● INSTRUCTIONS FOR THE TASK:
Could you retype, exactly as written, every line from the top of the records through the line that contains "display:grid; place-items:center; width:77px;"?

○ ○ ○ ○

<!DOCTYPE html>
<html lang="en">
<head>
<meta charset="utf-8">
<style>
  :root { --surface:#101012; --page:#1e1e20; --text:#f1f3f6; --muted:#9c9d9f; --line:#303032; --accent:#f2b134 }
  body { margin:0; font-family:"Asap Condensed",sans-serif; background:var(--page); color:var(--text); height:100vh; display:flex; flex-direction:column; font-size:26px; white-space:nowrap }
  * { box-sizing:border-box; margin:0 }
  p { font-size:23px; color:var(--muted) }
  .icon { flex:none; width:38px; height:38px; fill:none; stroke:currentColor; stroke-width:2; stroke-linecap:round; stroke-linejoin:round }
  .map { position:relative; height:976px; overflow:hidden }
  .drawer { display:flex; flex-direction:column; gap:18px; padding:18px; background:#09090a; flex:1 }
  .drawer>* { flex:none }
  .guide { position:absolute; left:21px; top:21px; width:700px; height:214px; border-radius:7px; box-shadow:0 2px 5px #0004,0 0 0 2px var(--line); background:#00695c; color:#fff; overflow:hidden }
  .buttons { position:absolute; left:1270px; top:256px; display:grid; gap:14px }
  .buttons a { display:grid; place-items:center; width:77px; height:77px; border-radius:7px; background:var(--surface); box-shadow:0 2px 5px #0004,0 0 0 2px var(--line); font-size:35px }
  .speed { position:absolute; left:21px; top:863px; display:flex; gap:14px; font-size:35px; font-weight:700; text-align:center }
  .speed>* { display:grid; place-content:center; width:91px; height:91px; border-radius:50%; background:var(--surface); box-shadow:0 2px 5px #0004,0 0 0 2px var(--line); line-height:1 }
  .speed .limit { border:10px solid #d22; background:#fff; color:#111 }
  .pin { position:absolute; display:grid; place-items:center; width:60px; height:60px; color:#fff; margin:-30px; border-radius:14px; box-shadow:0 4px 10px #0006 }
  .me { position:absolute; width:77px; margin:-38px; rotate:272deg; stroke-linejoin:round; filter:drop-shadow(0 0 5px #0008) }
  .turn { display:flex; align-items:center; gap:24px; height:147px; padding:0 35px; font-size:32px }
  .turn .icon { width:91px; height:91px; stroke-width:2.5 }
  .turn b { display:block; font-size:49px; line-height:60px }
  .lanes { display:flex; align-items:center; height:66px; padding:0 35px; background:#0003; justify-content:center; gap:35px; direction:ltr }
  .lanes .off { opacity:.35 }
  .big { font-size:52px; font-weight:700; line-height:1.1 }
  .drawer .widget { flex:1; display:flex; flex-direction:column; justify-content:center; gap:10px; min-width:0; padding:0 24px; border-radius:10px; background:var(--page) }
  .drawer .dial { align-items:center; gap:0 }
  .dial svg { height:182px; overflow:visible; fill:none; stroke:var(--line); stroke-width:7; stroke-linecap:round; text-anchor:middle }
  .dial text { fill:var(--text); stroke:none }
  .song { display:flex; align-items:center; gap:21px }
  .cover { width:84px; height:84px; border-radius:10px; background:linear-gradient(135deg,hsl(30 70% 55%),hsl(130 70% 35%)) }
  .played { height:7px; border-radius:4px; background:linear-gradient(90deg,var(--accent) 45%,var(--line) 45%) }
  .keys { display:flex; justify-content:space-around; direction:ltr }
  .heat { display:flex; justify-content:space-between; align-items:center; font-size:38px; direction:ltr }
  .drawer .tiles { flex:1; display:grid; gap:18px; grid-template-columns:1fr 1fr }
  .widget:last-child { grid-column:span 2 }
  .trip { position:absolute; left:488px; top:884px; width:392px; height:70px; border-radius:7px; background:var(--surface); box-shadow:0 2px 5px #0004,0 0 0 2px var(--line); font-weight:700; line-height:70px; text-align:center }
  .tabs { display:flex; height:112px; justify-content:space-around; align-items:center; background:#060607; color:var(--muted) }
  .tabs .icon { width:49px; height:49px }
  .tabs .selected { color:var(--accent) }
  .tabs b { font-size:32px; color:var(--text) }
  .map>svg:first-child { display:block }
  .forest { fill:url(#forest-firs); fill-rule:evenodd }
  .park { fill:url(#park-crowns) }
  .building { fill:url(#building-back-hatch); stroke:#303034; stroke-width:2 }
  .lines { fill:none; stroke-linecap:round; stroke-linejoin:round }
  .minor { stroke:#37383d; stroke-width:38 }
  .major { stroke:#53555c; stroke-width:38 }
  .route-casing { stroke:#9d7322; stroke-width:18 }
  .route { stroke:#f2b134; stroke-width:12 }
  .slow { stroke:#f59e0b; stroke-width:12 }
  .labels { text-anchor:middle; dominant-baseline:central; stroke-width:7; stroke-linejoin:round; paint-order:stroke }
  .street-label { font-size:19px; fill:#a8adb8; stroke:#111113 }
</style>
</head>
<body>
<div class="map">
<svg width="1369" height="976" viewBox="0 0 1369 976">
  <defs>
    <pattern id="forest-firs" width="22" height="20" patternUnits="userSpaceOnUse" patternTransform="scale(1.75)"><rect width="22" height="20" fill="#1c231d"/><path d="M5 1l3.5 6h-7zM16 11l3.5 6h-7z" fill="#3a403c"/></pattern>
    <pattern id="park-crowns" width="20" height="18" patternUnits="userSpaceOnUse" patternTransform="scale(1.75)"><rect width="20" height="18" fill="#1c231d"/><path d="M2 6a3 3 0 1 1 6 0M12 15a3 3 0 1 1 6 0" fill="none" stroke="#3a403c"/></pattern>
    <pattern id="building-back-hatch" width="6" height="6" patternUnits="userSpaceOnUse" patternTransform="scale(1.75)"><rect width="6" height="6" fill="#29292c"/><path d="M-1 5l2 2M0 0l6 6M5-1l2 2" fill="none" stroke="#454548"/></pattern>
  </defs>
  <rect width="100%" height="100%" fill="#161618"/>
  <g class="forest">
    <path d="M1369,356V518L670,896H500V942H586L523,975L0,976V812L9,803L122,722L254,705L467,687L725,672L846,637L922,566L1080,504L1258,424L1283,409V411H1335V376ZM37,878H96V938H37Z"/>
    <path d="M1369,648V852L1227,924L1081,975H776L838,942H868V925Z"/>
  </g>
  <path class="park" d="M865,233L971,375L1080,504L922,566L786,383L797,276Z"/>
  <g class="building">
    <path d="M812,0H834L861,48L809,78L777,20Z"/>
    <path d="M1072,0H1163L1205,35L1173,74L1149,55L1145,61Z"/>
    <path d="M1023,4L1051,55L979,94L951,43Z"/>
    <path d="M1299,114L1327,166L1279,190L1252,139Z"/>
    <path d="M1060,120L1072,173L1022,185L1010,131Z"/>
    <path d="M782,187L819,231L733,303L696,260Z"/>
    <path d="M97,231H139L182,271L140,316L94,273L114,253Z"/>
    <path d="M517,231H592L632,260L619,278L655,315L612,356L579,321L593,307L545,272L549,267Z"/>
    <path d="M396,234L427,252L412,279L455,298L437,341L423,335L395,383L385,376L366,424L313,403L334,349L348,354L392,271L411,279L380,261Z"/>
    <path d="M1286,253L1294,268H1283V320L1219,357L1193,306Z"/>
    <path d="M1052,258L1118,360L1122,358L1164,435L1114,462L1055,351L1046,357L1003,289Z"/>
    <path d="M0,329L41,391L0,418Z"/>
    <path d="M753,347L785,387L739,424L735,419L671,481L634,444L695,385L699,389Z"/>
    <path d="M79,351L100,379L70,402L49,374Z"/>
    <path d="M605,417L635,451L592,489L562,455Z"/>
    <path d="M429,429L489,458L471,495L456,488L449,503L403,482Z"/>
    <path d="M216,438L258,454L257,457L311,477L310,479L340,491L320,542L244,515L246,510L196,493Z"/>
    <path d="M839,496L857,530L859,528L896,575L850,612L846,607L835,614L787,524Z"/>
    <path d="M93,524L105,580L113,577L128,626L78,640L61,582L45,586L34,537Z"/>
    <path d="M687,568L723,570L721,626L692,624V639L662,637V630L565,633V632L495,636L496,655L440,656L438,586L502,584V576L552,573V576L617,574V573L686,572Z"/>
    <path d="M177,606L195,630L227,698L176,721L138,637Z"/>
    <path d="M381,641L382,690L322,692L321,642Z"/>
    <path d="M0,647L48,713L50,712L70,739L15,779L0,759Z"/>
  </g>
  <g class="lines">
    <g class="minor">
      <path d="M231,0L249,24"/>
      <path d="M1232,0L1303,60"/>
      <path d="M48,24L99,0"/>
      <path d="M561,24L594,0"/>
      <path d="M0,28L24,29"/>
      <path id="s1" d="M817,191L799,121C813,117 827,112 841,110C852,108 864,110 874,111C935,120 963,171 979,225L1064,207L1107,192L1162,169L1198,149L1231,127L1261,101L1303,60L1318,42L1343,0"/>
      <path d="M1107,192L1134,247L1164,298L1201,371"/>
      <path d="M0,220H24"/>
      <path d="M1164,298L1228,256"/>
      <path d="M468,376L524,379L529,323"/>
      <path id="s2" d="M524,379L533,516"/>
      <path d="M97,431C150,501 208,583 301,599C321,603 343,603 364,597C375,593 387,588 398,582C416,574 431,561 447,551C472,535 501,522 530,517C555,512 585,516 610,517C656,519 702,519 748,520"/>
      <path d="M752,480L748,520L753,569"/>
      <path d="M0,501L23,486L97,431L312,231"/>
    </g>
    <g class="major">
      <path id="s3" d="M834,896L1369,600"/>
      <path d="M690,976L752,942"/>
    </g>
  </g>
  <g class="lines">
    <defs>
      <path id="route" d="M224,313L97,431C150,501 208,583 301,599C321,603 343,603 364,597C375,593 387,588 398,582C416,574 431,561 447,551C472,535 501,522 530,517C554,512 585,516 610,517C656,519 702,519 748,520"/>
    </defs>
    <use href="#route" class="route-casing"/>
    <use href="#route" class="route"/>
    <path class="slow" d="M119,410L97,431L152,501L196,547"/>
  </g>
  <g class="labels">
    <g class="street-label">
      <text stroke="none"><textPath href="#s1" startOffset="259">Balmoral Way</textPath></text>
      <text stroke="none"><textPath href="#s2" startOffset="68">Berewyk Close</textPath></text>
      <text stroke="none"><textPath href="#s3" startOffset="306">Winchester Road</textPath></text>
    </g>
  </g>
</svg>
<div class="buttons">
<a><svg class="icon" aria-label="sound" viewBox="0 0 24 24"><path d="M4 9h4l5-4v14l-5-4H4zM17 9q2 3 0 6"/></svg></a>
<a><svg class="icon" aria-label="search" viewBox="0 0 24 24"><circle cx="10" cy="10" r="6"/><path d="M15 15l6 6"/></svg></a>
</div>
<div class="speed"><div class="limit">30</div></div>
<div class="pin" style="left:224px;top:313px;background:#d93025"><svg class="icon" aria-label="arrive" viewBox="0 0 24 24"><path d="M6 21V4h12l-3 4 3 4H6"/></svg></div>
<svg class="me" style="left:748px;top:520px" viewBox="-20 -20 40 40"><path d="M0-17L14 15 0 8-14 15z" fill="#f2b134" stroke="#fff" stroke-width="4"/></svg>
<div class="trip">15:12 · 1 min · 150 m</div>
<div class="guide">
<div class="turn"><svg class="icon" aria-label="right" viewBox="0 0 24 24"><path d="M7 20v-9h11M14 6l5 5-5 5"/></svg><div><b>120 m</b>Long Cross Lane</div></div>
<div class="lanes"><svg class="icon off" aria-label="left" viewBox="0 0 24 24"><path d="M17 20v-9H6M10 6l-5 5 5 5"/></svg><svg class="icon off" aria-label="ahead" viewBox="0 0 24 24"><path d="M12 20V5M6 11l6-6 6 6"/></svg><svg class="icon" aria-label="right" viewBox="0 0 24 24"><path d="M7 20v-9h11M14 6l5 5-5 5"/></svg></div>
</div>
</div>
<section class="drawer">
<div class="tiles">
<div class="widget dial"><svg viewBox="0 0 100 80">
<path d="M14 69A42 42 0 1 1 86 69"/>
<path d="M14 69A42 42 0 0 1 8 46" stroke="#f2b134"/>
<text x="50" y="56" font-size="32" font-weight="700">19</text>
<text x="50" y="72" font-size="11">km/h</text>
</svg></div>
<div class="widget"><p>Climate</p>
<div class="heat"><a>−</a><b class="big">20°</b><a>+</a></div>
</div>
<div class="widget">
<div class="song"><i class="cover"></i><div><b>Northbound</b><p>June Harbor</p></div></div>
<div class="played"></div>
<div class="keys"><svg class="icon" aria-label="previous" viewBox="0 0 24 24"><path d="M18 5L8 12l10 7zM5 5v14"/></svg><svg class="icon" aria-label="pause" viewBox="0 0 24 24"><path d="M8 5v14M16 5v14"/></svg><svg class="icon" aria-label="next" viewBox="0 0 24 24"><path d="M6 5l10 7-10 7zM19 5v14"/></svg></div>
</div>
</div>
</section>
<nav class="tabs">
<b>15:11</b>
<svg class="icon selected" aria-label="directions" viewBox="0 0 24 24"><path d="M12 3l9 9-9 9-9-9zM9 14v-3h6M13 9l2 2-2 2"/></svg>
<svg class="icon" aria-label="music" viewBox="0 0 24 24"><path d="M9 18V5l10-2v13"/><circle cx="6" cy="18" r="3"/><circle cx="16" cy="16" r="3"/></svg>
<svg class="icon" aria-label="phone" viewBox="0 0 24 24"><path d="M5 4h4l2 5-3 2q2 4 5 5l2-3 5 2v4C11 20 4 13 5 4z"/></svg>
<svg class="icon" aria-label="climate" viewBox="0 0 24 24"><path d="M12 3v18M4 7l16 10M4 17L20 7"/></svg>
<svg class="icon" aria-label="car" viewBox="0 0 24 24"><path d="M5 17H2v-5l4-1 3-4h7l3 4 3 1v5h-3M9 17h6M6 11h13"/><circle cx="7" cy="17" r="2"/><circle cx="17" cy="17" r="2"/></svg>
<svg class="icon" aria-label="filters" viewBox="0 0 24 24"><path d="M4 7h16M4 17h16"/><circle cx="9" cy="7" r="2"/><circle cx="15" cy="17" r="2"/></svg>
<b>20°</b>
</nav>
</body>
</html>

○ ○ ○ ○

● WRITTEN RESPONSE:
<!DOCTYPE html>
<html lang="en">
<head>
<meta charset="utf-8">
<style>
  :root { --surface:#101012; --page:#1e1e20; --text:#f1f3f6; --muted:#9c9d9f; --line:#303032; --accent:#f2b134 }
  body { margin:0; font-family:"Asap Condensed",sans-serif; background:var(--page); color:var(--text); height:100vh; display:flex; flex-direction:column; font-size:26px; white-space:nowrap }
  * { box-sizing:border-box; margin:0 }
  p { font-size:23px; color:var(--muted) }
  .icon { flex:none; width:38px; height:38px; fill:none; stroke:currentColor; stroke-width:2; stroke-linecap:round; stroke-linejoin:round }
  .map { position:relative; height:976px; overflow:hidden }
  .drawer { display:flex; flex-direction:column; gap:18px; padding:18px; background:#09090a; flex:1 }
  .drawer>* { flex:none }
  .guide { position:absolute; left:21px; top:21px; width:700px; height:214px; border-radius:7px; box-shadow:0 2px 5px #0004,0 0 0 2px var(--line); background:#00695c; color:#fff; overflow:hidden }
  .buttons { position:absolute; left:1270px; top:256px; display:grid; gap:14px }
  .buttons a { display:grid; place-items:center; width:77px; height:77px; border-radius:7px; background:var(--surface); box-shadow:0 2px 5px #0004,0 0 0 2px var(--line); font-size:35px }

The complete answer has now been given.